雇入時の健康診断

雇入時の健康診断

  • 従業員を採用するときは、健康診断を実施していますか?
  • 労働安全衛生法により、従業員を雇い入れるときは健康診断を行うことが義務付けられています。

【解説】

労働安全衛生法に基づいて、毎年1回は定期健康診断を実施していると思います。

労働安全衛生法では、定期健康診断の他に、雇入時の健康診断についても規定されています。まず、労働安全衛生法によって、次のように定められています。

「事業者は、労働者に対し、厚生労働省令で定めるところにより、医師による健康診断を行わなければならない。」

ここでは健康診断を行うことだけが規定されていて、具体的には「厚生労働省令で定める」ことになっています。
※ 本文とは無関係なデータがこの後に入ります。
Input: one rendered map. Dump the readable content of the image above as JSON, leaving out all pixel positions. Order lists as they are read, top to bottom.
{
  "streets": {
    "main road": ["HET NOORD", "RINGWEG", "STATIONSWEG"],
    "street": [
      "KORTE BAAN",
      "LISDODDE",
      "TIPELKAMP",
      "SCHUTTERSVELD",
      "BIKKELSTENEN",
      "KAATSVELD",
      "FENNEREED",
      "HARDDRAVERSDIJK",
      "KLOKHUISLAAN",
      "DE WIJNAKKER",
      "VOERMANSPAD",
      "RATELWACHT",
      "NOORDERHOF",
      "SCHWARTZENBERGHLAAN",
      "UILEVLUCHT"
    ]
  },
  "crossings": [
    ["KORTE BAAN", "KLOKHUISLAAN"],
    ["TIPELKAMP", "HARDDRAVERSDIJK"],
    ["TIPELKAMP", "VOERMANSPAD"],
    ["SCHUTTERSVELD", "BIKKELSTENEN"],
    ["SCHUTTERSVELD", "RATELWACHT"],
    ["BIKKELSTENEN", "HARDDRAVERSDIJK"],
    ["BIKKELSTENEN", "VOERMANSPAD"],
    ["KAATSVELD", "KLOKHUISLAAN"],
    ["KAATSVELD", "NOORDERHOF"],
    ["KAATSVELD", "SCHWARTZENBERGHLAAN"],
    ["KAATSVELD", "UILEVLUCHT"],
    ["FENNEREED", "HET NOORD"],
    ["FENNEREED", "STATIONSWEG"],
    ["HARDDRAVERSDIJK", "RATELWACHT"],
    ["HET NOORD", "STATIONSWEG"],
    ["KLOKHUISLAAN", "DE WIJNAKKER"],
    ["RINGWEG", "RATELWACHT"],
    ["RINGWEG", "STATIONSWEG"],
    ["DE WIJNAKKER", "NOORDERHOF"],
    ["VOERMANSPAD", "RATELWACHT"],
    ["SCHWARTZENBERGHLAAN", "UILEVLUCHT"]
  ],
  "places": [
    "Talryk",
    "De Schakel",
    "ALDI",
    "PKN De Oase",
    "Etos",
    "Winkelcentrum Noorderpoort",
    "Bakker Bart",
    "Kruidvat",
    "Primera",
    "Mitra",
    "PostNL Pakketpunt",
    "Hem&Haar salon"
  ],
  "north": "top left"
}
そして、厚生労働省令(労働安全衛生規則)では、雇入時の健康診断について、次のように定められています。

「事業者は、常時使用する労働者を雇い入れるときは、当該労働者に対し、次の項目について医師による健康診断を行わなければならない。ただし、医師による健康診断を受けた後、3ヶ月を経過しない者を雇い入れる場合において、その者が当該健康診断の結果を証明する書面を提出したときは、当該健康診断の項目に相当する項目については、この限りでない。」

この後に、診断項目が列挙されています。

この規定では、「常時使用する労働者」となっています。つまり、全ての従業員が対象ということではありません。「常時使用する労働者」とは、次の要件を“両方とも”満たす者とされています。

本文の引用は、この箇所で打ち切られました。